With encouragement from a couple of acquaintances, I dove in and came up swimming. Imagine my surprise to find out that you don’t have to be a well-connected housewife to be a docent. I wonder where I acquired that stereotype? At my first docent meeting, I felt welcomed and valued. There are all kinds of people in this group of volunteers and I look forward to getting to know them and feeling comfortable in my role.

So … what is a docent? Sondra Hines, the Educational Coordinator at the Holter Museum, asked the kids in a school tour if they knew. They didn’t. Neither did I. I was glad she didn’t ask me. A docent is a volunteer trained to share their enthusiasm and knowledge of visual arts with all ages, and to encourage them to experience art in ways that are not available in classrooms. Basically a different kind of educator.

Detail, Counting Coup by Jay Laber

My First Day as a Docent: learning from the students

So, jumping right in, I had a blast with 19 sixth graders today — first, listening to them explore and think critically about “Counting Coup” a warrior made of pieces of rusty car wrecks by Jay Laber. Then, watching how easily Sondra channeled their curiosity and insights. The Holter Museum uses Visual Thinking Strategies (VTS) in all tours. After observing Sondra use VTS so fluently, I am excited to learn this method of stimulating more engagement with art. I will write more about VTS as I improve my skills.

sculpture of wire and junk-drawer stuff

After the tour of Laber’s art, we made wire-and-stuff- sculptures. One girl struggled with her skeleton of copper wire and tossed it aside because it just wasn’t doing what she had in mind. She began again a second time with wire so thick that even I couldn’t help her bend it the way she wanted it to bend. I suggested trying the copper wire again. Nope. Didn’t want to.  She knew what she wanted, and was going to stick to her strategy no matter what anyone suggested. Reminded me of myself. Stubborn. In the end, she had a spare figure and ran out of time. She had struggled with this really heavy unbending wire in her wish to show it who was boss.

sculpture of wire and junk-drawer stuff

One lesson I think many of the kids came away with was that even if you start out thinking you are making a certain something … the wire and other bits will eventually dictate what you are making… your idea may change from a cat to a chicken. Or from a horse to a spaceship. Or you might take the easy way out, announcing that you have made an abstract sculpture.

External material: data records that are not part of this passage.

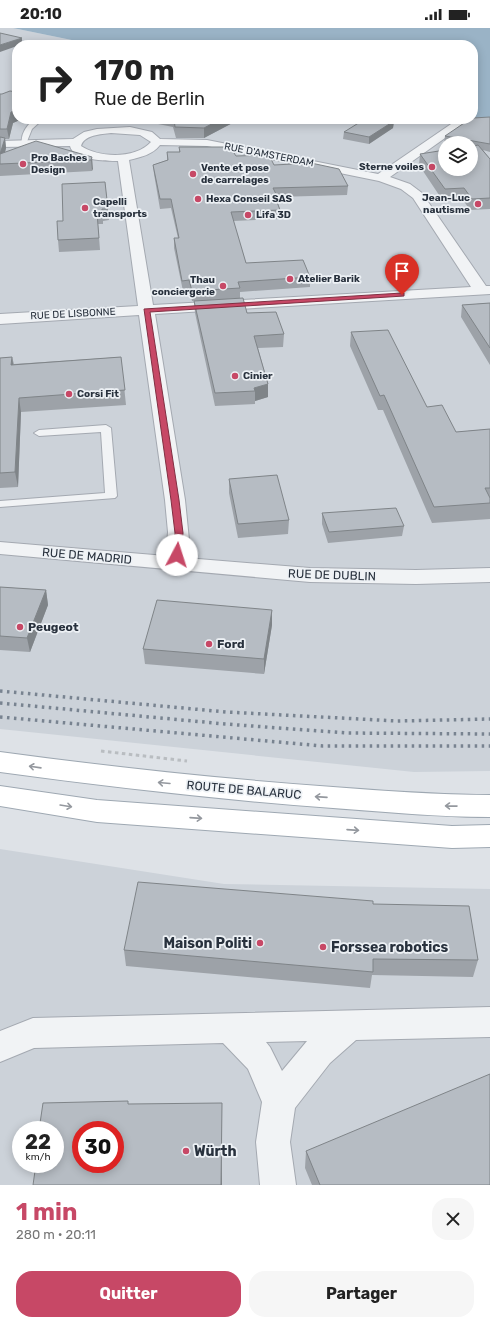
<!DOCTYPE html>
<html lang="fr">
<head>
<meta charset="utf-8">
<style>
	body { margin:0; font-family:Rubik,sans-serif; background:#f6f6f6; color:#222; height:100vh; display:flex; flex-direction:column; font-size:15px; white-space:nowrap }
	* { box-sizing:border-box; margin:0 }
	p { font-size:13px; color:#767676 }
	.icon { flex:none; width:22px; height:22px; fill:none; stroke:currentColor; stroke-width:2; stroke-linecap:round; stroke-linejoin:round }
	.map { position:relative; height:1157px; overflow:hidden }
	.side { display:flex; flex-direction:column; background:#fff; flex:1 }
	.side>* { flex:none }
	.guide { position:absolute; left:12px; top:12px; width:466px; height:84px; border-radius:16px; box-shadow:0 2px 10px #0003; background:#fff; color:#222; overflow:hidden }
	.controls { position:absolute; left:438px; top:108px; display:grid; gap:8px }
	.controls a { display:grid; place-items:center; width:40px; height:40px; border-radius:50%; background:#fff; box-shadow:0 2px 10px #0003; font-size:20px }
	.speed { position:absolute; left:12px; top:1093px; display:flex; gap:8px; font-size:20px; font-weight:700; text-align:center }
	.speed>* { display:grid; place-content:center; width:52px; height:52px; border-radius:50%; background:#fff; box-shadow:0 2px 10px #0003; line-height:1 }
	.speed small { font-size:10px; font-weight:400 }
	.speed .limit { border:6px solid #d22; background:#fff; color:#111 }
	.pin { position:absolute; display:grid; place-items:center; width:34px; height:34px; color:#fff; margin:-41px -17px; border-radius:50% 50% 50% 0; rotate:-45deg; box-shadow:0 0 4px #0007 }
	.pin .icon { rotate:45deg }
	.me { position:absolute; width:44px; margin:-22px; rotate:5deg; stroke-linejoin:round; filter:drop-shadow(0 0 3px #0008) }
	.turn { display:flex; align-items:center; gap:14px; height:84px; padding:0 16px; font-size:18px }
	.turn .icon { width:52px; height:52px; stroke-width:2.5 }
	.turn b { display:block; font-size:28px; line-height:34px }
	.round { display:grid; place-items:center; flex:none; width:42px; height:42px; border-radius:16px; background:#f6f6f6 }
	.summary { display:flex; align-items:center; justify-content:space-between; height:68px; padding:0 16px }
	h1 { font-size:24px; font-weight:700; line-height:30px; color:#c74866 }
	.cta { display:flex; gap:8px; margin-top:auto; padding:8px 16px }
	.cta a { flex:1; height:46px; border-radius:16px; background:#c74866; color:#fff; font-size:16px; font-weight:700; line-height:46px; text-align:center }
	.cta a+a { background:#f6f6f6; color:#222 }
	.status { display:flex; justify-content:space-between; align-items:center; height:28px; padding:0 20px; background:#fff; direction:ltr }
	.status svg { height:11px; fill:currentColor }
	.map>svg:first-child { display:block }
</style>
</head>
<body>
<div class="status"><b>20:10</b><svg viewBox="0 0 49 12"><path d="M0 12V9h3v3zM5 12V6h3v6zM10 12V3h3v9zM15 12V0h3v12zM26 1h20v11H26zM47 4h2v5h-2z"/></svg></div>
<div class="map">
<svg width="490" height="1157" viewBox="0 0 490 1157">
	<rect width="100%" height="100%" fill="#dee2e7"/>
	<path fill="#ccd2d9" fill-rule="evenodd" d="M0,0H13L96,17H17V91L427,92L490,90V743L414,744L0,701ZM445,115H471V141H445Z
		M0,821L224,856L490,861V1157H0ZM21,1102H55V1136H21ZM81,1102H115V1136H81Z"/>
	<path fill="#9ab3c6" d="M13,0H490V90L473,91V17H96Z"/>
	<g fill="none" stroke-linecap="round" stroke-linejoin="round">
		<g stroke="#a4a9b1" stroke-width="2">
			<path id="lane" d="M35,91H43L32,101L26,116H22C20,107 27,96 35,91Z
				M106,397L111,400L117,468L115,470L0,479V473L105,465L101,404L39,408L34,405L39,402Z"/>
		</g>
		<g stroke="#a4a9b1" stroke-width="2">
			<path id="street" d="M458,93L462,94L463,96L462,98L390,149L410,156L422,165L486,258H490V266L155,286L185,472L189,512L186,530L310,540L416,542L490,540V554L416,556L310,554L0,526V514L166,528L168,504L165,472L139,287L0,296V286L138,278L118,133C106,133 73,132 70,118L0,119V113L73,111L84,104L97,101L130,99L152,104L160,111L207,112L378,146L454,94ZM111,105L140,107L151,114C136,131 99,130 81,118C84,107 101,106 111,105ZM160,117L207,118L379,153L401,161L413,170L471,259L153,277L129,132C141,129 152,127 160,117Z
				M490,979V1009L356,1012L330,1035L295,1080L290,1114L296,1157H260L256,1114L262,1074L248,1041L223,1015L34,1020L0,1034V1003L33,990ZM307,1013L282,1043L270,1019L266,1014Z"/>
		</g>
		<g stroke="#9ea8b2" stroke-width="2">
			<path id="primary" d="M0,724C111,739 222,751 333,759C386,763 438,767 490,767V789C438,789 386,784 333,780C222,772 111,759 0,744Z
				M0,758L97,772L452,798L490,797V819L452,820L97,794L0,778Z"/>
		</g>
		<path stroke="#b9bdc1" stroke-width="3" stroke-dasharray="3.5 3.5" stroke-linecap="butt" d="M101,723L187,733"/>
		<use href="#lane" fill="#f1f3f5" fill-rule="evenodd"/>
		<use href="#street" fill="#f1f3f5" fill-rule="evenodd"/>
		<use href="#primary" fill="#fff" fill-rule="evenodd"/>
		<path stroke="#788390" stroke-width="3.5" stroke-dasharray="2.5 4.5" stroke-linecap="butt" d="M0,663L226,684L397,693L490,691
			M0,675L225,696L347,705L490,706
			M0,689L323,718H490"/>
	</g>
	<path fill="#9da2a8" d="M17,64V91H22L13,95L9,111H5L6,120L5,124L92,129V143L0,148V66H2Z
		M490,89V124L483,122L490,131V181L470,182L463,172L443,173L419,137L420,126L471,141V115L444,116L445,108Z
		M138,91H240L204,110H176L173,99L138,92Z
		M394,93L393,100L369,116L343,111L344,104Z
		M179,119L236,128L274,137L348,158L347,167L276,169L280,182V191L233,193L246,235L310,249V259L240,264V270L247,285L284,306L283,319L258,320L268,356V369L255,373V376L215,378L195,285L194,273H192L190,262L183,263L174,220V210H178L171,180L160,181L154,146L153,137L167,132V124H179Z
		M105,154L109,192L103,193V196H98L100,222L59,224L58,212L63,193Z
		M490,275V337L461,289L462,277Z
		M351,304L427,379L456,404L490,401V491L432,495L383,382H378L350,318Z
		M12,329L14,336L121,329L126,377L21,384L18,459L0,460V330Z
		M229,451L289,492L288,506L238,510L229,465Z
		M322,485L404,498L402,508L328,515L322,496Z
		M0,559L46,562L48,577L30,624L0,622Z
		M272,582V597L264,646L145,636L143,621Z
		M373,876L478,932L473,949L372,947L370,960L126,938L124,922Z
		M306,1123L490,1157H312L305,1140Z"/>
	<path fill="#7f8488" d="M22,10V17H17V18L0,24V17Z
		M17,82V91H22L13,95L9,111L7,101L11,84Z
		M221,91H240L204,110V100Z
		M394,93L393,100L369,116V109Z
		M5,110L6,120L2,137L0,126Z
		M92,129L93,141L92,143L91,132Z
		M12,329L14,343L11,337Z
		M268,356V369L255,373V363L254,360Z
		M19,370L21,384L18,459L15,444Z
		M46,562L48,577L30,624L27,610Z
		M272,582V597L264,646V631Z
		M222,1075V1157H221Z"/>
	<path fill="#b6bcc3" stroke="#7f8488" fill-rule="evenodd" d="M0,5L22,10L0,17Z
		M17,62V82L11,84L7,101H0V66H2L10,63L17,64Z
		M490,89V116L445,108L470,91H473V90Z
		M174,91H221L204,100L175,99Z
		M365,91H384L394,93L369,109L344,104Z
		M0,109L5,110L0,126L36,113L92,129L91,132L0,136Z
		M478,117L490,131V170L472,171L464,160L445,161L420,126L445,122V141H471V119Z
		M179,119H230L236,128L269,127L274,137L311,135L339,141L348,158L273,160L276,166H274L280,182L231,184L246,235L303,232L310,249L238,254L240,260L192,263L189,252L182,253L174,210H179L171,171H160L153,137L168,132L167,124H180Z
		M105,154L108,181H102V184L97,185L99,210L58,212L57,193H63L62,156Z
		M243,270L247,285L276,284L284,306L254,308L268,356L254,360L255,363L215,365L194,273Z
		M490,275V320L462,277Z
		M388,302L427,379L442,377L456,404L490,401V460H485L490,470V475L434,479L384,367L380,368L351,304Z
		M12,329L11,337L121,329L125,362L19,370L15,444L0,445V330Z
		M277,447L289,492L238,496L229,451Z
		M396,480L404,498L329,504L322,485Z
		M0,559L46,562L27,610L0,608Z
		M157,572L272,582L264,631L143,621Z
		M138,854L373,873V876L469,878L478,932L373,931V944L124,922Z
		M490,1046V1157H320L306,1123Z
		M128,1073V1076L222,1075L221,1157H33L36,1136H55V1102H39L43,1075ZM81,1102H115V1136H81Z"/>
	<defs><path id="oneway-shaft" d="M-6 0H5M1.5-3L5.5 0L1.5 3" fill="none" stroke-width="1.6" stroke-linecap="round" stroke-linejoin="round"/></defs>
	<g stroke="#94989e">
		<use href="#oneway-shaft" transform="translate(35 739) rotate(-172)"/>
		<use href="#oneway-shaft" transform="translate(164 755) rotate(-175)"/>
		<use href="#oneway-shaft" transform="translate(321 769) rotate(-176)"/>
		<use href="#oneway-shaft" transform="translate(66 778) rotate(9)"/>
		<use href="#oneway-shaft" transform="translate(451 778) rotate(-179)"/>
		<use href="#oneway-shaft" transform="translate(196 790) rotate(4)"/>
		<use href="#oneway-shaft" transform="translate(353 802) rotate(4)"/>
	</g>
	<path fill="#c74866" stroke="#812f42" d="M402,265H404V268L150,284L179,472L183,505L181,527L180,529H174L173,527L175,505L171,472L144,281Z"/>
	<g fill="#c74866" stroke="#edf1f5" stroke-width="1.5">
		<circle cx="23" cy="136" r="4"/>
		<circle cx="432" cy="139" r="4"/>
		<circle cx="193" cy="146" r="4"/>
		<circle cx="198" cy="171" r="4"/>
		<circle cx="478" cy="176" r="4"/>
		<circle cx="85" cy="180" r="4"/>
		<circle cx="248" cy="187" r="4"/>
		<circle cx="290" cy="251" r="4"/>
		<circle cx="223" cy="258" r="4"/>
		<circle cx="235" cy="348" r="4"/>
		<circle cx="69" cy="366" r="4"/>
		<circle cx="20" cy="599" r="4"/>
		<circle cx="209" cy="616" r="4"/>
		<circle cx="260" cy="915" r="4"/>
		<circle cx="323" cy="919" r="4"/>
		<circle cx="186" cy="1123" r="4"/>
	</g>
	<g text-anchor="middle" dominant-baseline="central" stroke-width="3.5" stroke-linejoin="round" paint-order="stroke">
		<g font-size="10" fill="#28313d" stroke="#edf1f5">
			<text transform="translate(269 127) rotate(11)">RUE D'AMSTERDAM</text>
			<text transform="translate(73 286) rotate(-3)">RUE DE LISBONNE</text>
		</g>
		<g font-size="10" font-weight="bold" fill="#28313d" stroke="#edf1f5" text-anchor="start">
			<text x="31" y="130">Pro Baches<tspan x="31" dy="12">Design</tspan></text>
			<text x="424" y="139" text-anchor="end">Sterne voiles</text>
			<text x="201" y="140">Vente et pose<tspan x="201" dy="12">de carrelages</tspan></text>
			<text x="470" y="170" text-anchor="end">Jean-Luc<tspan x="470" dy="12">nautisme</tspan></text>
			<text x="206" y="171">Hexa Conseil SAS</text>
			<text x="93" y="174">Capelli<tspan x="93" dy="12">transports</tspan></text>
			<text x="256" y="187">Lifa 3D</text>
			<text x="298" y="251">Atelier Barik</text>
			<text x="215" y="252" text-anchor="end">Thau<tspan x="215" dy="12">conciergerie</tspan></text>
			<text x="243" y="348">Cinier</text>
			<text x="77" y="366">Corsi Fit</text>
		</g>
		<g font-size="12" fill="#28313d" stroke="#edf1f5">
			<text transform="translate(87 528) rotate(5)">RUE DE MADRID</text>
			<text transform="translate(332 547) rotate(2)">RUE DE DUBLIN</text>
			<text transform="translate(244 762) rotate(5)">ROUTE DE BALARUC</text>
		</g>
		<g font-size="12" font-weight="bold" fill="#28313d" stroke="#edf1f5" text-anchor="start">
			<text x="28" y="599">Peugeot</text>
			<text x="217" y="616">Ford</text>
		</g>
		<g font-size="14" font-weight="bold" fill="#28313d" stroke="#edf1f5" text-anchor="start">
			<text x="252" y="915" text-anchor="end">Maison Politi</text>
			<text x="331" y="919">Forssea robotics</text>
			<text x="194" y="1123">Würth</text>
		</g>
	</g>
</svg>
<div class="controls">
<a><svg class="icon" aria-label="layers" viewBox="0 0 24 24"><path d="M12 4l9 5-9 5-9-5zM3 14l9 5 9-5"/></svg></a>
</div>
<div class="speed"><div>22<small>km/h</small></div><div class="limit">30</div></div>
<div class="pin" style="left:402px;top:267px;background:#d93025"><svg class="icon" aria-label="arrive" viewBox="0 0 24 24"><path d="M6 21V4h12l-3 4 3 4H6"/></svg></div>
<svg class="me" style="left:177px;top:527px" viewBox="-20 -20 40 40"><circle r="19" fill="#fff"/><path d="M0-13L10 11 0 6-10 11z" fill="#c74866"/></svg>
<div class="guide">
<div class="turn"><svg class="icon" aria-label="right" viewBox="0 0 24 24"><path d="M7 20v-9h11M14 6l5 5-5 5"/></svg><div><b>170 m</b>Rue de Berlin</div></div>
</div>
</div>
<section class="side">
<div class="summary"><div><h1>1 min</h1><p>280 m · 20:11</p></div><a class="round"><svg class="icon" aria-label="close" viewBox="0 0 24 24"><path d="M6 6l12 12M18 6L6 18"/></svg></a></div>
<div class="cta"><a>Quitter</a><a>Partager</a></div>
</section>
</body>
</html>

Cowboy made of wire and junk drawer stuff

Grandmother with Cane, a sculpture of wire and stuff

Sculpture of wire and stuff

Time compresses when you are having fun. Or working on something challenging. Or trying to help six different kids simultaneously. Time compresses especially in the last five minutes of a workshop. You suddenly realize you have a head, two arms and not much else because you have obsessed and perfectionized about a certain placement of the feet or making sure the legs are the exact same length.  Meanwhile, your table-mate has willy-nilly twisted, tied, dangled and wrapped his wire with buttons, washers, bolts, window screen, feathers and pieces of nylon cloth. And come up with something remarkably resembling a wild and crazy alley cat.


Steal Like an Artist

  • Different styles of work and play.
  • Different ways of seeing the same materials.
  • We all look at life in a different way.

I recently read a little book titled “Steal Like an Artist.” It’s simple. Compelling. And I read it in the time it took my toes to wrinkle like prunes in the bathtub. The idea that humans are incapable of copying perfectly, stuck with me from the book. Copy copy copy. You will never make the same exact something someone else has made. The students used much the same materials, and some of them emulated Laber’s sculptures (warriors, horses, a buffalo) yet their amazing creations were so much a part of the creators that I marveled at their creativity.